The provisions on direct marketing communications do should not apply to other form of marketing or advertising that is not sent directly to any specific end-user for reception by that end-user at addresses, number or other contact details, e.g. the display of advertising on a visited website or within an information society service requested by that end-user.

In addition to direct communications advertising for the offering of products and services for commercial purposes, Member States may decide that direct marketing communications may include direct marketing communications sent by political parties that contact natural persons via publicly available electronic communications services in order to promote their parties. The same applies to messages sent by other non-profit organisations to support the purposes of the organisation.


(33) Safeguards should be provided to protect end-users against direct marketing communications, which intrude into the privacy of end-users. The degree of privacy intrusion and nuisance is considered relatively similar independently of the wide range of technologies and channels used to conduct these electronic communications, whether using automated calling and communication systems, instant messaging applications, emails, SMS, MMS, Bluetooth, etc.

It is therefore justified to require that consent of the end-users who are natural persons is obtained before direct marketing communications are sent to them in order to effectively protect them against the intrusion into their private life.

Legal certainty and the need to ensure that the rules protecting against direct marketing communications remain future-proof justify the need to define in principle a single set of rules that do not vary according to the technology used to convey these direct marketing communications, while at the same time guaranteeing an equivalent level of protection for all citizens throughout the Union.

However, it is reasonable to allow the use of contact details for electronic message within the context of an existing customer relationship for the offering of similar products or services. Such possibility should only apply to the same company that has obtained the contact details for electronic message in accordance with Regulation (EU) 2016/679.


(33a) Voice-to-voice direct marketing calls that do not involve the use of automated calling and communication systems are more costly for the sender and impose no financial costs on end-users. Member States should therefore be able to establish and or maintain national systems which allow all or certain types of voice-to-voice calls to end-users who are natural persons and who have not objected, including in the context of an existing customer relationship.
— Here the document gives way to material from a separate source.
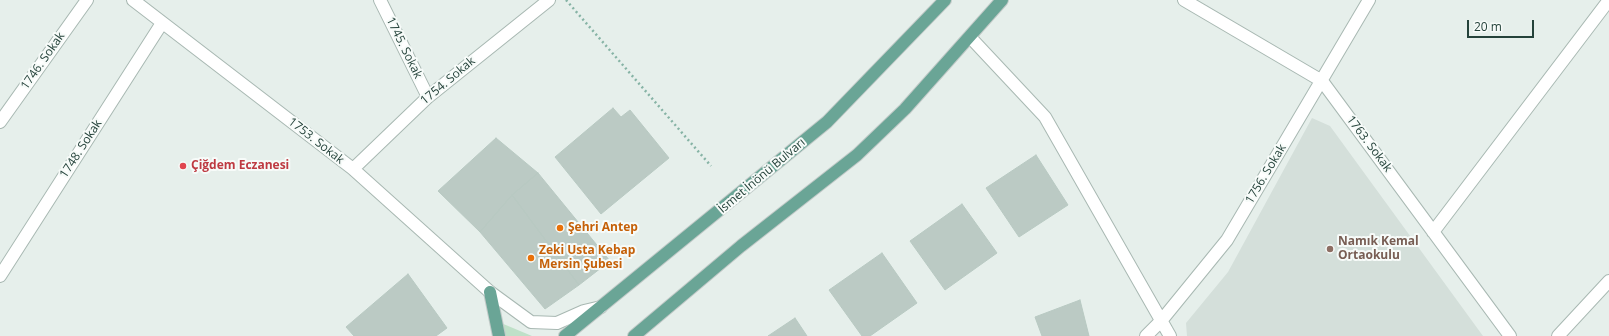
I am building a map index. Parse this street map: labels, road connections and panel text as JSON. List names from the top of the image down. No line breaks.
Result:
{"streets":{"main road":["İsmet İnönü Bulvarı"],"street":["1745. Sokak","1746. Sokak","1754. Sokak","1753. Sokak","1763. Sokak","1748. Sokak","1756. Sokak"]},"crossings":[["1745. Sokak","1754. Sokak"],["1754. Sokak","1753. Sokak"],["1753. Sokak","1748. Sokak"],["1753. Sokak","İsmet İnönü Bulvarı"],["1763. Sokak","1756. Sokak"]],"places":["Çiğdem Eczanesi","Şehri Antep","Namık Kemal Ortaokulu","Zeki Usta Kebap Mersin Şubesi"],"scale_bar":"20 m"}
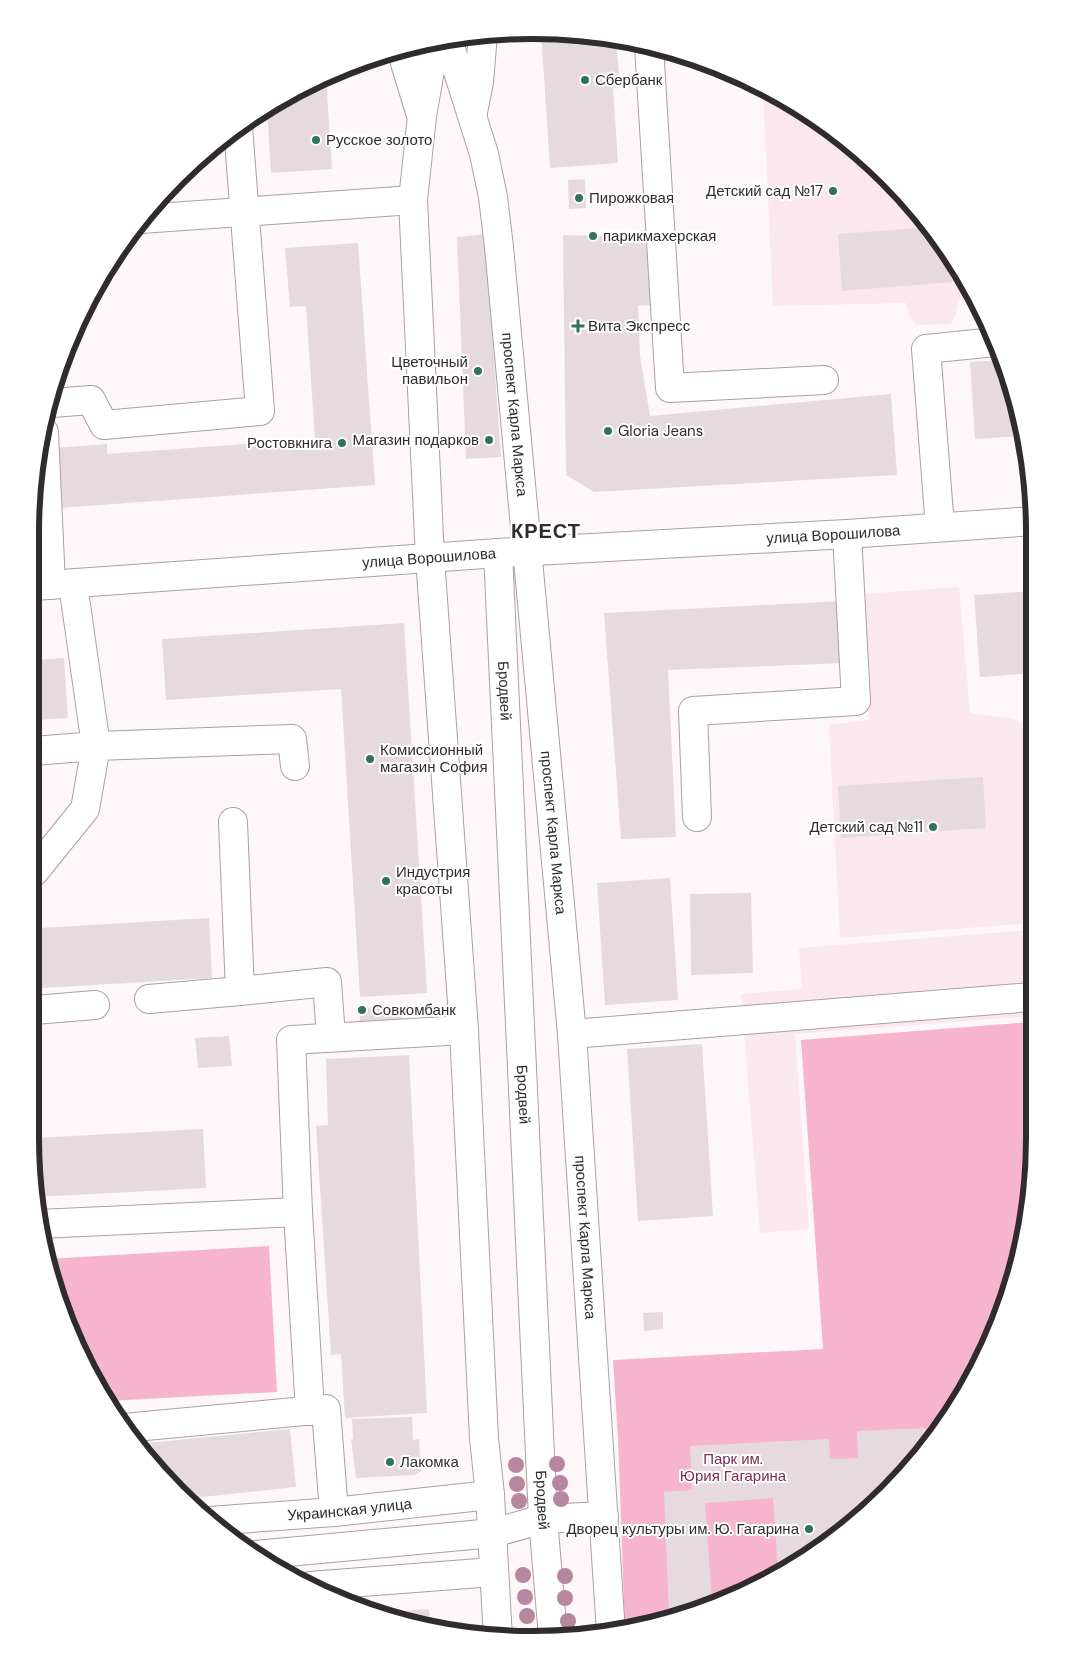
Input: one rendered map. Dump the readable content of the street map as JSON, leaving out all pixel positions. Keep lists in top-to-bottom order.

(34) When end-users who are natural persons have provided their consent to receiving direct marketing communications, they should still be able to withdraw their consent at any time in an easy manner and without any cost to them. To facilitate effective enforcement of Union rules on direct marketing communications, it is necessary to prohibit the masking of the identity and the use of false identities, false return addresses or numbers while sending direct marketing communications.

Direct marketing communications should therefore be clearly recognizable as such and should indicate the identity of the legal or the natural person sending or the communication and, where applicable, on whose behalf the communication is sent and provide the necessary information for end-users who are natural persons to exercise their right to withdraw their consent to receiving further direct marketing communications, such as valid contact details (e.g. link, e-mail address) which can be easily used by end-users who are natural persons to withdraw their consent free of charge.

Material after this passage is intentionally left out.